● **What you will do**: From the records below, copy every line that contains the word "linecap".

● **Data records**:
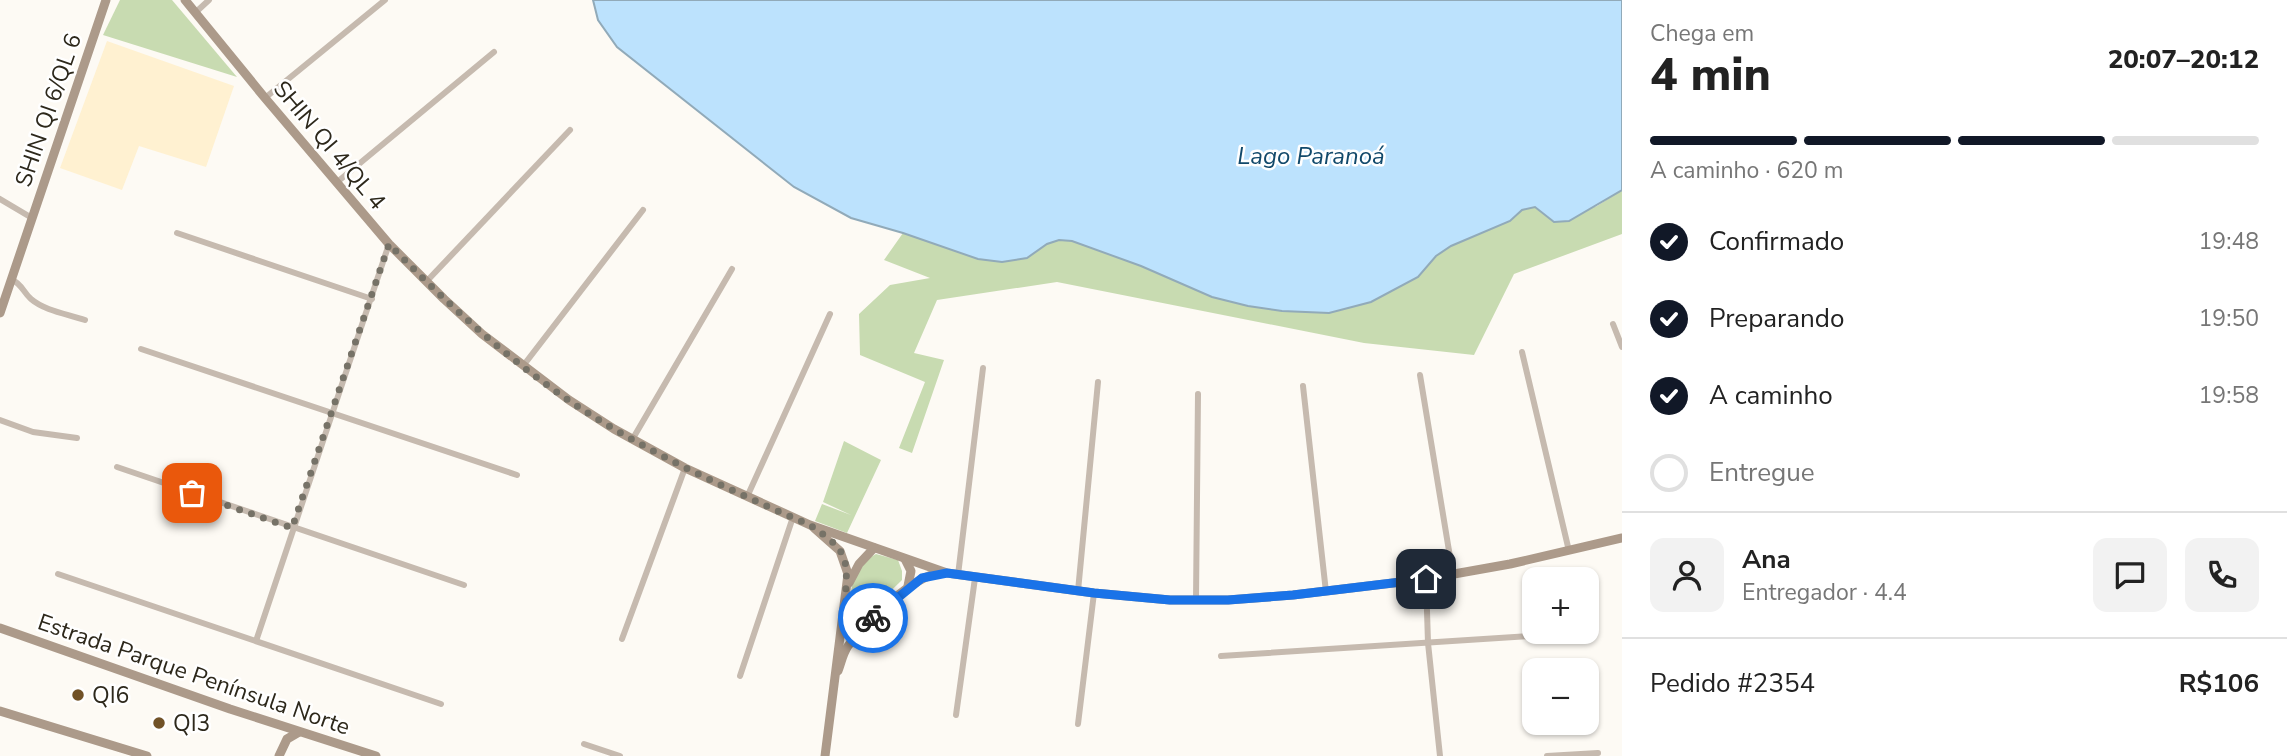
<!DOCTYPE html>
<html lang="pt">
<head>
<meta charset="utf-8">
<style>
	body { margin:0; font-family:"Nunito Sans",sans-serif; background:#f2f2f2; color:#222; height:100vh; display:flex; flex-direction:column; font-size:26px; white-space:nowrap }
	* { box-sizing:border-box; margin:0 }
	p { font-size:23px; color:#767676 }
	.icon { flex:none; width:38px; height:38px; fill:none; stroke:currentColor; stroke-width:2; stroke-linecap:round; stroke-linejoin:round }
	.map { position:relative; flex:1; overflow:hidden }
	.details { display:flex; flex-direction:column; background:#fff; width:665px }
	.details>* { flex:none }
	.buttons { position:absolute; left:1522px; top:567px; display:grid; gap:14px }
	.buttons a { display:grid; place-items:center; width:77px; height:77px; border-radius:14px; background:#fff; box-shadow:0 2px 5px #0004; font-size:35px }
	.pin { position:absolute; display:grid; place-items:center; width:60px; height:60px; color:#fff; margin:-30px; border-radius:14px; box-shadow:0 4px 10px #0006 }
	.courier { position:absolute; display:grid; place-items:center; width:70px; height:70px; margin:-35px; border:5px solid #1a73e8; border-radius:50%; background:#fff; color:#222; box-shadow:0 2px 9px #0007 }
	.headline em { font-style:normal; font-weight:800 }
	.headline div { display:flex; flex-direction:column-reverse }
	.headline { display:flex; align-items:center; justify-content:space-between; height:119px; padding:0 28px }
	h1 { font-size:46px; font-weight:800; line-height:52px }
	.bar { display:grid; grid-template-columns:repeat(4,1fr); gap:10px 7px; align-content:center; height:84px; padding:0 28px }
	.bar i { height:9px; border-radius:5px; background:#e0e0e0 }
	.bar .selected { background:#111827 }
	.bar p { grid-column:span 4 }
	.line { display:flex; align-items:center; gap:18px; padding:0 28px; border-top:2px solid #e0e0e0 }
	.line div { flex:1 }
	.round { display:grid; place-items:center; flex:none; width:74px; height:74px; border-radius:14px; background:#f2f2f2 }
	ol { padding:0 28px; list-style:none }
	li { display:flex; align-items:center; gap:21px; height:77px }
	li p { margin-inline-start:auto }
	li .icon { padding:7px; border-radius:50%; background:#111827; color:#fff; stroke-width:4 }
	li:last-child { color:#767676 }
	li i { width:38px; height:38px; border:4px solid #e0e0e0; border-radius:50% }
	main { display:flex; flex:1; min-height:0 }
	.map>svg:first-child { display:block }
	.built { fill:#fff1d1 }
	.green { fill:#c8dbb1 }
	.water { fill:#bce2fd; stroke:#91aab9; stroke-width:2 }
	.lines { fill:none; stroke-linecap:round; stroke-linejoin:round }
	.street { stroke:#c6baaf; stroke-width:6 }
	.secondary { stroke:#ac9a8a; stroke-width:9 }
	.done { stroke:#767267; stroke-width:7; stroke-dasharray:0 12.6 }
	.route { stroke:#1a73e8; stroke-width:9 }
	.poi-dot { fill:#715227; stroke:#fff; stroke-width:2.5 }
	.labels { text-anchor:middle; stroke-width:5; stroke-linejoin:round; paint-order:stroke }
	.street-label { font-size:23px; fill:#2d281b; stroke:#fff }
	.poi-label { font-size:23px; fill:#2d281b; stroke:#fff; text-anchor:start }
	.water-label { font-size:24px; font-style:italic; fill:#11496b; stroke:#fff }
</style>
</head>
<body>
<main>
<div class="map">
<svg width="1622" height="756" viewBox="0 0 1622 756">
	<rect width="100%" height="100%" fill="#fdfaf4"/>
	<!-- built -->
	<path class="built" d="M 107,41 L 234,86 L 206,167 L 139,146 L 122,190 L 60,168 Z"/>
	<!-- green -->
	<g class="green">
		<path d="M 120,0 L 172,0 L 237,77 L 103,35 Z"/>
		<path d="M 1622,190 L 1622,234 L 1514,274 L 1474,355 L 1364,343 L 1057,282 L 937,300 L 914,353 L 944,360 L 912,453 L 899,448 L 925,382 L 860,355 L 859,314 L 890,285 L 930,278 L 884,260 L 903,233 L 978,259 L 1002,262 L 1027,258 L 1047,244 L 1059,240 L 1072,241 L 1141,266 L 1212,297 L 1248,306 L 1282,311 L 1329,313 L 1371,302 L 1418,277 L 1436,256 L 1451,246 L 1510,221 L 1522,210 L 1535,207 L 1554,222 L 1597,206 Z"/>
		<path d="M 844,441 L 881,460 L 847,533 L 815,521 L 822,504 L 851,515 L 823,502 Z"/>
		<path d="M 876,554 L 898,560 L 902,571 L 902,580 L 869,612 L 859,616 L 852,612 C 847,590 855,565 876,554 Z"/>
	</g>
	<!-- water -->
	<path class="water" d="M 593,0 L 1622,0 L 1622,190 L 1569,221 L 1554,222 L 1535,207 L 1522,210 L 1510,221 L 1451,246 L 1436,256 L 1418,277 L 1371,302 L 1329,313 L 1282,311 L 1248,306 L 1212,297 L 1141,266 L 1072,241 L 1059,240 L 1047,244 L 1027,258 L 1002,262 L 978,259 L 903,233 L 851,218 L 794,187 L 617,47 L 598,20 Z"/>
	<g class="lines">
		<!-- street -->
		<g class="street">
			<path d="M 196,12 L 209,0"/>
			<path d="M 265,98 L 385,0"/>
			<path d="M 336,183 L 494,52"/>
			<path d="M 0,199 L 32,218"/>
			<path d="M 177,233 L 372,299"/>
			<path d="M 11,279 C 22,284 23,292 31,299 C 45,311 68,314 85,320"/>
			<path d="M 426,282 L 570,130"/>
			<path d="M 1613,324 L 1622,347"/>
			<path d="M 141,349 L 517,475"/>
			<path d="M 1522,352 L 1569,551"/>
			<path d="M 523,366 L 643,210"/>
			<path d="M 1420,375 L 1453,575"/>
			<path d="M 1303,386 L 1326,592"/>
			<path d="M 0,420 L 33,432 L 77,438"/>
			<path d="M 632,440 L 732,269"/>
			<path d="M 117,467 L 464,585"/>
			<path d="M 747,497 L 830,314"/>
			<path d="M 58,574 L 441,704"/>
			<path d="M 958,575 L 983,368"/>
			<path d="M 1426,579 L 1428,643 L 1440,756"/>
			<path d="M 1078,591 L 1098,382"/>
			<path d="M 1196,600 L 1198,394"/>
			<path d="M 622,639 L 685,468"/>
			<path d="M 256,641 L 389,244"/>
			<path d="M 1221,656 L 1593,632"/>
			<path d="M 740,676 L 793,517"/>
			<path d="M 956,715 L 975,578"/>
			<path d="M 1078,724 L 1094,593"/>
			<path d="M 584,744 L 620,756"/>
			<path d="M 1547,756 L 1598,753"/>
		</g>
		<!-- secondary -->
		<g class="secondary">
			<path d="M 185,0 L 265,98 L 389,244 L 444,299 L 482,334 L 569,400 L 614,429 L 685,468 L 810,525 L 947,573 L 1094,593 L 1170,600 L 1228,600 L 1293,595 L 1426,579 L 1510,564 L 1622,538"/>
			<path d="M 0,313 L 106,0"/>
			<path d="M 814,528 L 840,551 L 848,574 L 825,756"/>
			<path d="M 905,559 L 911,571 L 908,586"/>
			<path d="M 849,583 L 859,564 L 874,548"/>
			<path d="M 845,606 C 851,617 856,621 870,621"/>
			<path d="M 0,628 L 230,709 L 376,756"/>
			<path d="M 838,671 C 841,663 843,653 848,646 C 865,623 912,576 940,573"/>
			<path d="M 0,711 L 147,756"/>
			<path d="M 279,756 L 287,739 L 299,732"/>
		</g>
	</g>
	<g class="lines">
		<!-- done -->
		<path class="done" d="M 192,493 L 292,528 L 389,244 C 457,314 530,380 614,429 C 677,466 743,496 810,525 C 821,533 836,542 842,554 C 854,577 835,606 857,620 L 870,621 L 873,618"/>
		<!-- route -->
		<path class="route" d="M 873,618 L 922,578 L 947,573 L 1094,593 L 1170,600 L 1228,600 L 1293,595 L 1426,579"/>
	</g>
	<!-- markers -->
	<g class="poi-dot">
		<circle cx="78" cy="695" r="7"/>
		<circle cx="159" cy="723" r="7"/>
	</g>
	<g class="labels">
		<!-- street labels -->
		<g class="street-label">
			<text transform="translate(48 110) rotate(-71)" y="8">SHIN QI 6/QL 6</text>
			<text transform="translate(330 145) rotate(50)" y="8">SHIN QI 4/QL 4</text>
			<text transform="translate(194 674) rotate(19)" y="8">Estrada Parque Península Norte</text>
		</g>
		<!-- poi labels -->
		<g class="poi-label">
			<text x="92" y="703">QI6</text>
			<text x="173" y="731">QI3</text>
		</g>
		<!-- water labels -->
		<g class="water-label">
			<text x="1311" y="164">Lago Paranoá</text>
		</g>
	</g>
</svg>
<div class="buttons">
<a>+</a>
<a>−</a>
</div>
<div class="pin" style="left:192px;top:493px;background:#ea580c"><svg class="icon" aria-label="bag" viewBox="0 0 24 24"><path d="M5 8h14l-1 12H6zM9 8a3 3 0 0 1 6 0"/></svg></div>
<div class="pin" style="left:1426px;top:579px;background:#1f2937"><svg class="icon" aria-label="home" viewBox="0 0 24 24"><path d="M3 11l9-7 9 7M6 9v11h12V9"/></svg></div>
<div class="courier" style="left:873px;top:618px"><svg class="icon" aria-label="bike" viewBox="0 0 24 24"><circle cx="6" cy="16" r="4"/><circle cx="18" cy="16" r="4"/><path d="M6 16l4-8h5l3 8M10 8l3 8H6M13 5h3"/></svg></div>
</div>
<section class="details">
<div class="headline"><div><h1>4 min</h1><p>Chega em</p></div><em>20:07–20:12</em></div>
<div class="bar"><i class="selected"></i><i class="selected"></i><i class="selected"></i><i></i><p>A caminho · 620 m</p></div>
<ol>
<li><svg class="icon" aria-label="check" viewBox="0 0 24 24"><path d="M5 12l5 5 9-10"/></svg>Confirmado<p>19:48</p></li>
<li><svg class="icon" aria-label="check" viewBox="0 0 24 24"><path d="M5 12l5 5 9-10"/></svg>Preparando<p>19:50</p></li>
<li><svg class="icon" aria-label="check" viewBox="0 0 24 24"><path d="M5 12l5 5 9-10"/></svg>A caminho<p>19:58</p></li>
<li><i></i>Entregue</li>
</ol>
<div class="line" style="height:126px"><a class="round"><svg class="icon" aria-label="person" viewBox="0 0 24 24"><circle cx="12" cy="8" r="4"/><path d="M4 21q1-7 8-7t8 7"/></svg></a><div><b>Ana</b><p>Entregador · 4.4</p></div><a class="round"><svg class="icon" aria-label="chat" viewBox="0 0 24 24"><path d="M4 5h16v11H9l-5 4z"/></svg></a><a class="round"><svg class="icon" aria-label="phone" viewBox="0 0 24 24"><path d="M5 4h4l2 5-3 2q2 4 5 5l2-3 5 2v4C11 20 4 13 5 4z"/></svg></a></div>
<div class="line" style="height:91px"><div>Pedido #2354</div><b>R$106</b></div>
</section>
</main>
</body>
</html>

● **Solution for this exercise**:
	.icon { flex:none; width:38px; height:38px; fill:none; stroke:currentColor; stroke-width:2; stroke-linecap:round; stroke-linejoin:round }
	.lines { fill:none; stroke-linecap:round; stroke-linejoin:round }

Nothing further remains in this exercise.